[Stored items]

======

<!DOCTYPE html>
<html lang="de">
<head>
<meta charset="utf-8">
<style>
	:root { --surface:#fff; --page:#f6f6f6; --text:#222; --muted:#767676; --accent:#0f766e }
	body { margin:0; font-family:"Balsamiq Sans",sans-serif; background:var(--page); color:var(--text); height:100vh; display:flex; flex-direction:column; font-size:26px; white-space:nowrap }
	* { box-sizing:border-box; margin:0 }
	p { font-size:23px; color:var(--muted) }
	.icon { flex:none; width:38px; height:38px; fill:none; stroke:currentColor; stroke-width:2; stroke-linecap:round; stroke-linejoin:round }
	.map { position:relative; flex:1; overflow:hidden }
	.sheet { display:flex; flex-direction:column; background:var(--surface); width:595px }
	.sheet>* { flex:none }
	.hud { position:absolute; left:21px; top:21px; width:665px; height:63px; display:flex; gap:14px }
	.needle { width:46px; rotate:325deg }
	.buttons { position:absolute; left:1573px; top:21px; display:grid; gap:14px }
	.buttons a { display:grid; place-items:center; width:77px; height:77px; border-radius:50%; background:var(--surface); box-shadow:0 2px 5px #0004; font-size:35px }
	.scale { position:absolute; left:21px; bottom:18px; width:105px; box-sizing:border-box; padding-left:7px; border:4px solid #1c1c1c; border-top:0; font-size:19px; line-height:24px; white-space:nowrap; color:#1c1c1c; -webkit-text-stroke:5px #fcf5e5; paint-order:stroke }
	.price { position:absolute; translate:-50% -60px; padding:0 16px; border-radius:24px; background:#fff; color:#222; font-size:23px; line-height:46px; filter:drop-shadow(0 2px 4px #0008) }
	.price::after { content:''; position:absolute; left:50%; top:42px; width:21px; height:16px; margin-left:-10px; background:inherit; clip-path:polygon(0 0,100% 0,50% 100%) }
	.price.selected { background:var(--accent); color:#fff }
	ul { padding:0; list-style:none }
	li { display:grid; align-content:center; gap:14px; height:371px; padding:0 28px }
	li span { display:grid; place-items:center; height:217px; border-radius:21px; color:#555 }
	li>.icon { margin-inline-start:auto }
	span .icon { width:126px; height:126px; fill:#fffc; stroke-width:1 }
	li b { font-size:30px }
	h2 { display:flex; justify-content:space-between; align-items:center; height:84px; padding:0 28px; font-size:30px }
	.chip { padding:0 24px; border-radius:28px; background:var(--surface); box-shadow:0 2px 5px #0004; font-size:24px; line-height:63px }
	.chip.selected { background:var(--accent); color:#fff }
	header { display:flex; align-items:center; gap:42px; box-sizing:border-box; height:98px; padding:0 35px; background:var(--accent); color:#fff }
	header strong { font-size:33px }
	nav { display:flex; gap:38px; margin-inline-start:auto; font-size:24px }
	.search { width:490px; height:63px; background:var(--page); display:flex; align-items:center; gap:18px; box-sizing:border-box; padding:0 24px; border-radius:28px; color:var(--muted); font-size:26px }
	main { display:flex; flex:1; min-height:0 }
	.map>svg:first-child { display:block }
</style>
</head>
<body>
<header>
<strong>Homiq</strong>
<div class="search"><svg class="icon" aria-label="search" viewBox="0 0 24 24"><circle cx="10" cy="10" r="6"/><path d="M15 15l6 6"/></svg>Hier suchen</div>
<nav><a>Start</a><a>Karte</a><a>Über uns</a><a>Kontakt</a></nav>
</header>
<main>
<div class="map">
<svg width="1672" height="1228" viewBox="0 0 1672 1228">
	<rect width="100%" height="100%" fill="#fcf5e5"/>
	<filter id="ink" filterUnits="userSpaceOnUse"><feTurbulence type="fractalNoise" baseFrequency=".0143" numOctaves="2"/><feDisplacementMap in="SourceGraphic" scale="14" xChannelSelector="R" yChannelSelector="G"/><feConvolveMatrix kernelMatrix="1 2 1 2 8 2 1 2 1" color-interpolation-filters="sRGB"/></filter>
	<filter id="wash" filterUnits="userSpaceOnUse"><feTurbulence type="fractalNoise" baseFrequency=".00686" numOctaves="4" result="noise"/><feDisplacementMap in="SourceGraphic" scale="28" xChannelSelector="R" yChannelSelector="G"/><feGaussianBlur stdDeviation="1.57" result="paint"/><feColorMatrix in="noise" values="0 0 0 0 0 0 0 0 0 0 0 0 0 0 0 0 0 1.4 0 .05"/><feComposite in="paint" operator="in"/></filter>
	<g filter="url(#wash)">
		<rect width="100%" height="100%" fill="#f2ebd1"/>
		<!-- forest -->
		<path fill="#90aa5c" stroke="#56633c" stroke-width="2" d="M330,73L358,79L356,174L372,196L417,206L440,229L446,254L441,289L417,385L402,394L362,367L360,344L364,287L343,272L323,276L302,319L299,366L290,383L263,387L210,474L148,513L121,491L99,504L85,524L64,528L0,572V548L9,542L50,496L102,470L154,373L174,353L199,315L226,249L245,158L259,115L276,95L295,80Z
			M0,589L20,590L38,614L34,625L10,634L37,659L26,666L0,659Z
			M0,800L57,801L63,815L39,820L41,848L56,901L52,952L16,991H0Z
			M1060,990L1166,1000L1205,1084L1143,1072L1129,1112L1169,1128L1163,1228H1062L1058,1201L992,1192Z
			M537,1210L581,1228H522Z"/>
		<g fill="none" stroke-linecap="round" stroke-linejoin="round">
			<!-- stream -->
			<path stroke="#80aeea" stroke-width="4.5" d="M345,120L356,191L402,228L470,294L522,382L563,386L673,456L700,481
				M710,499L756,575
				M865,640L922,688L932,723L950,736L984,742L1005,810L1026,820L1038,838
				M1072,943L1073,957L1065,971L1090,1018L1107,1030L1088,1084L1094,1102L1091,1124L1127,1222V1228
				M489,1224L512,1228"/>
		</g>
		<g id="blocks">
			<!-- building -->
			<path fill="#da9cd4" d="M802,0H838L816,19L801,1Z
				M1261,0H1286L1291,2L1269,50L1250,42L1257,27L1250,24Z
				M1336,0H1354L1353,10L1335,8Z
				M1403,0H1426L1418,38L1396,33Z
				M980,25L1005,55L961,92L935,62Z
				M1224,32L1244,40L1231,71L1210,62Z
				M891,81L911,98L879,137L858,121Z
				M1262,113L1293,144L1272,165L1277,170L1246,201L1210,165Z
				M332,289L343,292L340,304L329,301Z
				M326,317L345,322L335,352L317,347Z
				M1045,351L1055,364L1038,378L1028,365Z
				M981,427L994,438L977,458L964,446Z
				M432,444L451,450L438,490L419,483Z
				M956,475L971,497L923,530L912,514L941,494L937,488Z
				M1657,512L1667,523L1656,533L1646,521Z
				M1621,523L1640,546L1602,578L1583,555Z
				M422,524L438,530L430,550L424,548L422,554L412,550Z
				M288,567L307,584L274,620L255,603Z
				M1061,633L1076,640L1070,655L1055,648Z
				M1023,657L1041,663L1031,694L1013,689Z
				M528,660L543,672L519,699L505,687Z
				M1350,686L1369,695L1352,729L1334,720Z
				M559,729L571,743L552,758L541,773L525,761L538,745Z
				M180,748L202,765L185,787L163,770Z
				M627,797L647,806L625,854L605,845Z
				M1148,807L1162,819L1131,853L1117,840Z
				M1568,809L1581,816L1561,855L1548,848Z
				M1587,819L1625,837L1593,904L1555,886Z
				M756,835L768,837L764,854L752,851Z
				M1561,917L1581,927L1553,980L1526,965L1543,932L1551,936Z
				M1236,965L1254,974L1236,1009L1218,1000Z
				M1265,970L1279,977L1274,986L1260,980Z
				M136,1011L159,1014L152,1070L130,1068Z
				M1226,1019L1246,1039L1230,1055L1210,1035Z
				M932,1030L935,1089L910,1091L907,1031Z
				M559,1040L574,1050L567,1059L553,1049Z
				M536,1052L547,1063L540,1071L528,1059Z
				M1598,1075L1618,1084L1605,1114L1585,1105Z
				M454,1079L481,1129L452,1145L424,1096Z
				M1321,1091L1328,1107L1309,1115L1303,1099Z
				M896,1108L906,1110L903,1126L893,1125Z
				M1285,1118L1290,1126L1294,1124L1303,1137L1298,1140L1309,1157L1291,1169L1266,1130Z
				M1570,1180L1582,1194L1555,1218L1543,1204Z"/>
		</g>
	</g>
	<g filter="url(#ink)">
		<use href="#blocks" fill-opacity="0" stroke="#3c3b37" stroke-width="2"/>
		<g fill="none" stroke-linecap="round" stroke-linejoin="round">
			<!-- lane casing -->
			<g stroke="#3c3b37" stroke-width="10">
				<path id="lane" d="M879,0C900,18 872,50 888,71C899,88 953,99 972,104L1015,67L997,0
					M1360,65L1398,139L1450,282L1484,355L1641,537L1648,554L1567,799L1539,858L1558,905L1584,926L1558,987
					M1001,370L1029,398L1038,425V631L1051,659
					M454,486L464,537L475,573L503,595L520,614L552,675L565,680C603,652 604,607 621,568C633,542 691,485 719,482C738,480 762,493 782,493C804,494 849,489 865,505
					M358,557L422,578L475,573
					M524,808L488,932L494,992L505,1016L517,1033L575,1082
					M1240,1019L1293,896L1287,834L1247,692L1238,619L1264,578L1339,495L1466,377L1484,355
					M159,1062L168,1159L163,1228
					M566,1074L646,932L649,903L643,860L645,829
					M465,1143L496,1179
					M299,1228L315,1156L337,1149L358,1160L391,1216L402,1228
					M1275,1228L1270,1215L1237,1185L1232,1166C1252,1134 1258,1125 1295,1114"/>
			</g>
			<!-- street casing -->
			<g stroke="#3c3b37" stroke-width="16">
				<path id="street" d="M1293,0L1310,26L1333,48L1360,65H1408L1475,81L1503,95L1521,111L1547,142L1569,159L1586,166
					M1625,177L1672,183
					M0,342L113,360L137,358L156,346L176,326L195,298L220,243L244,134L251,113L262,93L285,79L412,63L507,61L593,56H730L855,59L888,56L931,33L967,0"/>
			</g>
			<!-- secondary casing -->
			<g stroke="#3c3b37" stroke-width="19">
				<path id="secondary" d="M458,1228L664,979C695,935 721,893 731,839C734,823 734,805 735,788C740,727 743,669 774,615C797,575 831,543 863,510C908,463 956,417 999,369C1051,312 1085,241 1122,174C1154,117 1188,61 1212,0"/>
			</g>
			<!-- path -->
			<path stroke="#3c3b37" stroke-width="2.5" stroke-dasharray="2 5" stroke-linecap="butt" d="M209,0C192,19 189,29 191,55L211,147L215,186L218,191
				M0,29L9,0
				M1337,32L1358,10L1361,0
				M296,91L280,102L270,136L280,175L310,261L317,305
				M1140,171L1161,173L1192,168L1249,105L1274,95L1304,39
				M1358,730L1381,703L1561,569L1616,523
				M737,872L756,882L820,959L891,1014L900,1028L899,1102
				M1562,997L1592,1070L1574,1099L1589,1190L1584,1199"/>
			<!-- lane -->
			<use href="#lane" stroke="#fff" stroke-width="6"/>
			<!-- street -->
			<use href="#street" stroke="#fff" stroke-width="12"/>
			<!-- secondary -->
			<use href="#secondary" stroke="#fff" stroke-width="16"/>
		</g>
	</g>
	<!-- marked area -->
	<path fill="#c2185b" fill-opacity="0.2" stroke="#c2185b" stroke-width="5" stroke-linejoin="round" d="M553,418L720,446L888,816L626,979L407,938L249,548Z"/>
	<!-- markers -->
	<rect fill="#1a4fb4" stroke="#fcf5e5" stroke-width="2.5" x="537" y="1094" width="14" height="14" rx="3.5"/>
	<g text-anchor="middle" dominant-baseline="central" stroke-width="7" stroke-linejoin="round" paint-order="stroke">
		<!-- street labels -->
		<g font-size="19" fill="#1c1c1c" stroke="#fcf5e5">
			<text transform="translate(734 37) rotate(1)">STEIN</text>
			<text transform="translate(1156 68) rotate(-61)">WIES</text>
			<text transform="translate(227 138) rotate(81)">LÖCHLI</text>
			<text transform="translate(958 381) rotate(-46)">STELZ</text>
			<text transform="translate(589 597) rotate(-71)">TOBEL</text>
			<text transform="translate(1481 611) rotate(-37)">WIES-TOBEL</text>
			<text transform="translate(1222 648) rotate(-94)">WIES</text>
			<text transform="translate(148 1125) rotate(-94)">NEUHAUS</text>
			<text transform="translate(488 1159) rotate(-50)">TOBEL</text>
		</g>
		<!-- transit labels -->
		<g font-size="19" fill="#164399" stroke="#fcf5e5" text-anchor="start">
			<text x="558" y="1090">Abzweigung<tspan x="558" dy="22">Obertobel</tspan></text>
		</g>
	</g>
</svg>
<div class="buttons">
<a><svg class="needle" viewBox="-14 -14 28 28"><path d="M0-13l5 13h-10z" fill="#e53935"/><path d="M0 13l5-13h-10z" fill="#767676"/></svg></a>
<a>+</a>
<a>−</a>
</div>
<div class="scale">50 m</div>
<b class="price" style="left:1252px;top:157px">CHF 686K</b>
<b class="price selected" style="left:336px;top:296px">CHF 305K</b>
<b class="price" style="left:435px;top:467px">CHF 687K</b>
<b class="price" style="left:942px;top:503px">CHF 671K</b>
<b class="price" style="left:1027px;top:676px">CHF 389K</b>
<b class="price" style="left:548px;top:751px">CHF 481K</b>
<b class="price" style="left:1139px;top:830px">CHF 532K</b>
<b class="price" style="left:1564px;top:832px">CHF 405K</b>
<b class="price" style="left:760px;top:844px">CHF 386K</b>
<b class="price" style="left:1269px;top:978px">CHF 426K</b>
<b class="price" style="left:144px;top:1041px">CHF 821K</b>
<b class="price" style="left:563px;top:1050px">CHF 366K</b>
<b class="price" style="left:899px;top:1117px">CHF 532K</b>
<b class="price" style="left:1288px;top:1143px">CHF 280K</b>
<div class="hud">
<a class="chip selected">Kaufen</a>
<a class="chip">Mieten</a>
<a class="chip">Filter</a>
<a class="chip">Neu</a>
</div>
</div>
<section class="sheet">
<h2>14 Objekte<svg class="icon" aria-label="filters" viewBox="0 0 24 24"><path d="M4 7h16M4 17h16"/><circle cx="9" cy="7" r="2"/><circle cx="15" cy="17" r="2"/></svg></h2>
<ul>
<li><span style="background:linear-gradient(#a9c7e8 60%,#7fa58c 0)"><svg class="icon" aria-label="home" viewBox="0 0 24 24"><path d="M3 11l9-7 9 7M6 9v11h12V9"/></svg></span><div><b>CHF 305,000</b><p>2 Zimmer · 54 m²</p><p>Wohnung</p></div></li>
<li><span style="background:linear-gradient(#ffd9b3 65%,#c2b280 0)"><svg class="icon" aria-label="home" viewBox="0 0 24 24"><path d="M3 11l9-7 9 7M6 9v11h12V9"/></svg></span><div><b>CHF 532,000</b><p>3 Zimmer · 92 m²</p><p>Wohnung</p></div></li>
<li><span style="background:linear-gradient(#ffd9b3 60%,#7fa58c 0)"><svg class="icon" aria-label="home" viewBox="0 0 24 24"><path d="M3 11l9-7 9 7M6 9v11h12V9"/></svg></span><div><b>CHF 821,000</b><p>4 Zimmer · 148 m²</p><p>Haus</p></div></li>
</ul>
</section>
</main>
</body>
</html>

======

§ **What to work on**:
Of the entries above, repeat exactly the lines from the line with "M627,797L647,806L625,854L605,845Z" through the line with "888,71C899,88 953,99 972,104L1015,67L997,0", both of them included.

§ **Response to the exercise**:
				M627,797L647,806L625,854L605,845Z
				M1148,807L1162,819L1131,853L1117,840Z
				M1568,809L1581,816L1561,855L1548,848Z
				M1587,819L1625,837L1593,904L1555,886Z
				M756,835L768,837L764,854L752,851Z
				M1561,917L1581,927L1553,980L1526,965L1543,932L1551,936Z
				M1236,965L1254,974L1236,1009L1218,1000Z
				M1265,970L1279,977L1274,986L1260,980Z
				M136,1011L159,1014L152,1070L130,1068Z
				M1226,1019L1246,1039L1230,1055L1210,1035Z
				M932,1030L935,1089L910,1091L907,1031Z
				M559,1040L574,1050L567,1059L553,1049Z
				M536,1052L547,1063L540,1071L528,1059Z
				M1598,1075L1618,1084L1605,1114L1585,1105Z
				M454,1079L481,1129L452,1145L424,1096Z
				M1321,1091L1328,1107L1309,1115L1303,1099Z
				M896,1108L906,1110L903,1126L893,1125Z
				M1285,1118L1290,1126L1294,1124L1303,1137L1298,1140L1309,1157L1291,1169L1266,1130Z
				M1570,1180L1582,1194L1555,1218L1543,1204Z"/>
		</g>
	</g>
	<g filter="url(#ink)">
		<use href="#blocks" fill-opacity="0" stroke="#3c3b37" stroke-width="2"/>
		<g fill="none" stroke-linecap="round" stroke-linejoin="round">
			<!-- lane casing -->
			<g stroke="#3c3b37" stroke-width="10">
				<path id="lane" d="M879,0C900,18 872,50 888,71C899,88 953,99 972,104L1015,67L997,0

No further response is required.